We immediately jumped into another IVF.  This time my approach was that of a robot.  I had one exceptionally bad crying fit/meltdown when I went into the clinic to go over my plan of care, (it is just so freaking hard to even think of going through it all again) but after that, I was a lean, mean Arnold Schwarzenegger ala T3.  The compassionate robot.  Who knows why, but this time I stimulated really well, had great numbers at each stage, implanted two great looking five day blasts and had four good looking embryos to freeze.  All was well in the world.  And then I just didn't get pregnant.  It has been a week or two since this revelation.  I still maintain my robot composure on certain days, but Compassionate Robot is gone and Terminator the original lives in my body.  I want to drive into Target.  Right through the wall and past the Starbucks.  Sort of for the comic relief?  I don't want anyone to be hurt.  It just seems congruent with the circus inside me, so I dream that it would make me feel better. 

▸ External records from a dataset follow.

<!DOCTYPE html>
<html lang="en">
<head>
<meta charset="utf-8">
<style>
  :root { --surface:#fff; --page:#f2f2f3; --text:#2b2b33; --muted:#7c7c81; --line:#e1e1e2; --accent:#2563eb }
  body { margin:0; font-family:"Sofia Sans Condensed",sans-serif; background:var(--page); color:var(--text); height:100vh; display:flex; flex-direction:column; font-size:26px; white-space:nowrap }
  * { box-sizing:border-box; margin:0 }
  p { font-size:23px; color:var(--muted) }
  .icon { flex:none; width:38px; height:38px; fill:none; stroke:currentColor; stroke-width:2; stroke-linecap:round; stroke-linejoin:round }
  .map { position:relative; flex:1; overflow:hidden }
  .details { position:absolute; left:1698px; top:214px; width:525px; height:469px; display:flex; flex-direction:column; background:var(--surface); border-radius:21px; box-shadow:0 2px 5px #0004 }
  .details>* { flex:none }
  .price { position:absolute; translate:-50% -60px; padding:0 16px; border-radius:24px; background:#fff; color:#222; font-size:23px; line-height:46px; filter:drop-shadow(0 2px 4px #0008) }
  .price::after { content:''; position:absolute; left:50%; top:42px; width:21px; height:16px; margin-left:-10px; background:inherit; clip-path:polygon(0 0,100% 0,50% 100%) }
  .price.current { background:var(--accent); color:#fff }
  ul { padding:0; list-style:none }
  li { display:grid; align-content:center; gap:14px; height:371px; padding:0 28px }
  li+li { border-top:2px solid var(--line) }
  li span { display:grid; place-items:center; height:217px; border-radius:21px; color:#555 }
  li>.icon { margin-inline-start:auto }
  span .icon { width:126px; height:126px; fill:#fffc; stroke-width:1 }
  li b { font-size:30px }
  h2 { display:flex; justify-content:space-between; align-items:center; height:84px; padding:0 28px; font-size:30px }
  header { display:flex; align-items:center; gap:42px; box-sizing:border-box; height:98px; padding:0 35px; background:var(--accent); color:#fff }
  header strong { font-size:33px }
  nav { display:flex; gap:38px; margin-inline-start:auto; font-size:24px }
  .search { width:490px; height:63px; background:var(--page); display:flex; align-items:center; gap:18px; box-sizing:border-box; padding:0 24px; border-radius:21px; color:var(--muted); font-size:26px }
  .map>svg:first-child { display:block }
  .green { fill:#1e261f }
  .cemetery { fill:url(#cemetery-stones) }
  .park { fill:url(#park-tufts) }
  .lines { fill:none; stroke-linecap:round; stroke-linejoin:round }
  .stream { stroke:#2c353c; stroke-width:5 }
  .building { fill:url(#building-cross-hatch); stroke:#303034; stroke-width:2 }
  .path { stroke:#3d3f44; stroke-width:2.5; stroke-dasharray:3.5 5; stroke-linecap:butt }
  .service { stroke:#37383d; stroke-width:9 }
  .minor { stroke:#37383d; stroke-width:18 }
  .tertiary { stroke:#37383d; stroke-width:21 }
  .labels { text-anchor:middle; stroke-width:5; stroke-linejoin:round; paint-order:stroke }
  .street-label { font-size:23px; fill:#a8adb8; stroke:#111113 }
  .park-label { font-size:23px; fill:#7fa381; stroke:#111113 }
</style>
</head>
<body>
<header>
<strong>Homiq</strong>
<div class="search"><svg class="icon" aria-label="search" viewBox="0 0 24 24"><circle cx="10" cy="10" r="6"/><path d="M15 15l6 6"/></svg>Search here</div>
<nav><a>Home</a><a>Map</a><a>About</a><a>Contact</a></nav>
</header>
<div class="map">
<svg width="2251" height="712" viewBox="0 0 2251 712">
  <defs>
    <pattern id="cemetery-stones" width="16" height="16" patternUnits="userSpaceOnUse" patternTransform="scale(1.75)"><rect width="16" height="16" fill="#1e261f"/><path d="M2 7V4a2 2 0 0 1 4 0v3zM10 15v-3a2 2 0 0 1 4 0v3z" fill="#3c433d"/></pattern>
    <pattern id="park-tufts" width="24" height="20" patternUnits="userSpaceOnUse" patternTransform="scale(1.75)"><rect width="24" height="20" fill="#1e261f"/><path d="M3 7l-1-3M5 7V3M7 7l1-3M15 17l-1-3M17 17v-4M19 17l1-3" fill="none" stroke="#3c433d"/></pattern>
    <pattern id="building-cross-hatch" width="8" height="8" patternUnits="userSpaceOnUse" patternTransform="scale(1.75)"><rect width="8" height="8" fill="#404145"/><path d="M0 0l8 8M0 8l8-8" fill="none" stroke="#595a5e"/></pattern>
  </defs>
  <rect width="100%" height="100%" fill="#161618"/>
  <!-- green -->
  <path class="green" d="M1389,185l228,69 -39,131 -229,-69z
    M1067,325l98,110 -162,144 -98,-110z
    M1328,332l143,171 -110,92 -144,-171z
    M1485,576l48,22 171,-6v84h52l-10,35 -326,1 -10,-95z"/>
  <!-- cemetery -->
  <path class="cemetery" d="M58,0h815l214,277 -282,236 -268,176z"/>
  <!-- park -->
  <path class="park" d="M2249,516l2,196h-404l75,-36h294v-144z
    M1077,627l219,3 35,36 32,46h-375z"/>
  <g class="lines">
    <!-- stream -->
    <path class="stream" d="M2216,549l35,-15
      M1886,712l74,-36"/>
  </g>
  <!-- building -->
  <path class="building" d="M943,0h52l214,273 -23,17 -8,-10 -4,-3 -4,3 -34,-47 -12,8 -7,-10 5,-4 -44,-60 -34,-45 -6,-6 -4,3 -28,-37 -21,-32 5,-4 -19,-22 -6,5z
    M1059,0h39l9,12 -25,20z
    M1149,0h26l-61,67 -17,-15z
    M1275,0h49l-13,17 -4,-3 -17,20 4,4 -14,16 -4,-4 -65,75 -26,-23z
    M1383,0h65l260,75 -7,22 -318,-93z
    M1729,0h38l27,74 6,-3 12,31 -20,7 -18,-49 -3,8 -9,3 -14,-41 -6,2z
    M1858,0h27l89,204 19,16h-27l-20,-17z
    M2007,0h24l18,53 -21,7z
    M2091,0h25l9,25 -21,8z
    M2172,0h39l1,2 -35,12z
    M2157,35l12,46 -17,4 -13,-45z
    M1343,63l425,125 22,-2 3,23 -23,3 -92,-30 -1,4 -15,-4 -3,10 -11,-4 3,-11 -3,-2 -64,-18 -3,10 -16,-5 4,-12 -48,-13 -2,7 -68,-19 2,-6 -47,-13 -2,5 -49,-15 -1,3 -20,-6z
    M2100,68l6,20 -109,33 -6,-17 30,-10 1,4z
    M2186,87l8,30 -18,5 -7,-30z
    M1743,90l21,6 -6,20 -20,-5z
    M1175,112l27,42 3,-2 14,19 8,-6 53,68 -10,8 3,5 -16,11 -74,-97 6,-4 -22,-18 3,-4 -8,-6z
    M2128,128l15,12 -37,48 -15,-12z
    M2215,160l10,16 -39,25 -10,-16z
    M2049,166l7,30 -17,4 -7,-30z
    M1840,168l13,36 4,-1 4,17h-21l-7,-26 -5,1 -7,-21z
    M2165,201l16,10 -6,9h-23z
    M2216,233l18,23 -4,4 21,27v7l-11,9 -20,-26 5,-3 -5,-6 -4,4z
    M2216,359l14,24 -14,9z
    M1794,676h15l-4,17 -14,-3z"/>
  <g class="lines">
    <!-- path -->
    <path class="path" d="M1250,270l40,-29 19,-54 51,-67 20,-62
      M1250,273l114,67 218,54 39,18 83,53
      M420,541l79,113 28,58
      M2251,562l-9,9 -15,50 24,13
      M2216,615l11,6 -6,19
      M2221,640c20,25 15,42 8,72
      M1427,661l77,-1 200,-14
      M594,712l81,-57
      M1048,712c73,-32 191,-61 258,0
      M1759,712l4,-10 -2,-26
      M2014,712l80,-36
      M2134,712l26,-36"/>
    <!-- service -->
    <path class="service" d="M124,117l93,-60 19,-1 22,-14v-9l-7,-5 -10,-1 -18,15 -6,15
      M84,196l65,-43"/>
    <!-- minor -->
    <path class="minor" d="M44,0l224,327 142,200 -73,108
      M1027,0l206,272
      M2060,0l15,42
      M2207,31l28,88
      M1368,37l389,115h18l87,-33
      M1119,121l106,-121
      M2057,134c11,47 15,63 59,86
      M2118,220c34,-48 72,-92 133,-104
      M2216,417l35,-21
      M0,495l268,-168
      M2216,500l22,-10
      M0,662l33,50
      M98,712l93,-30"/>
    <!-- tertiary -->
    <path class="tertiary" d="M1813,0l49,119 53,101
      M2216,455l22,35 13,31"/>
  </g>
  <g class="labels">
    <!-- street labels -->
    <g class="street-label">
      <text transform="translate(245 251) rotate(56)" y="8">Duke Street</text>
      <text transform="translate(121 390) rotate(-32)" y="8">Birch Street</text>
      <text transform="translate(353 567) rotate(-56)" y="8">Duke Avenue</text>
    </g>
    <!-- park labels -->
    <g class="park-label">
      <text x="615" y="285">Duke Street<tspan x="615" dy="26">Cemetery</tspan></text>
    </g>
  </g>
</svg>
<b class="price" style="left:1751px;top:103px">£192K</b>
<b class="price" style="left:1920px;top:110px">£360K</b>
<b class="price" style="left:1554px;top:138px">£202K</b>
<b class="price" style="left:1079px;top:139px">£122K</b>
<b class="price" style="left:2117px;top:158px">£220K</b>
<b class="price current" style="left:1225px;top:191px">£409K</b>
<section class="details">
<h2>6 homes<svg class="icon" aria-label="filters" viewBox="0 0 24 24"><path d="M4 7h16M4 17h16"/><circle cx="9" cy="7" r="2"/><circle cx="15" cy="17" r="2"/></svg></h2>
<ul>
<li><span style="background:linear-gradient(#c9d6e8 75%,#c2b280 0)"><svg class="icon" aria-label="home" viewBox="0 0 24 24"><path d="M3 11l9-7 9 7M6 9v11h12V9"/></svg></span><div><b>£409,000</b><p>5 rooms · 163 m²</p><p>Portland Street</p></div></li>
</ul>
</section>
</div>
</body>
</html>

On to yet another embryo transfer.  Had yet another ugly cry meltdown when I went in for the plan of care yesterday.  I said to the nurse "I have had nine embryos put in me, and of those only one worked" and by the end of the sentence the emotional damn had broken.  It is so hard to think about and say, and it is so hard to describe to someone who hasn't been there why that is such a loaded sentence.  But those little embryos that hold so much hope for life die so quietly, taking so much of my money, so much of my heart, so much of my faith, and lately I fear, so much of my sanity and humanity.  I am the most scared when I wonder what of me remains.  

So about that healing I spoke of...it is real.  It has allowed me to wander Costco and linger in the toy section without the acute pain that such things once caused... I enjoy buying baby shower gifts now... I find myself thinking of how fun it will be to go to Disneyland together someday.   I am no longer childless.  That is the wound that my baby healed, filling it in with the best joy I have experienced so far in life.  The infertility pain stays with me because I still am, and always will be a mule.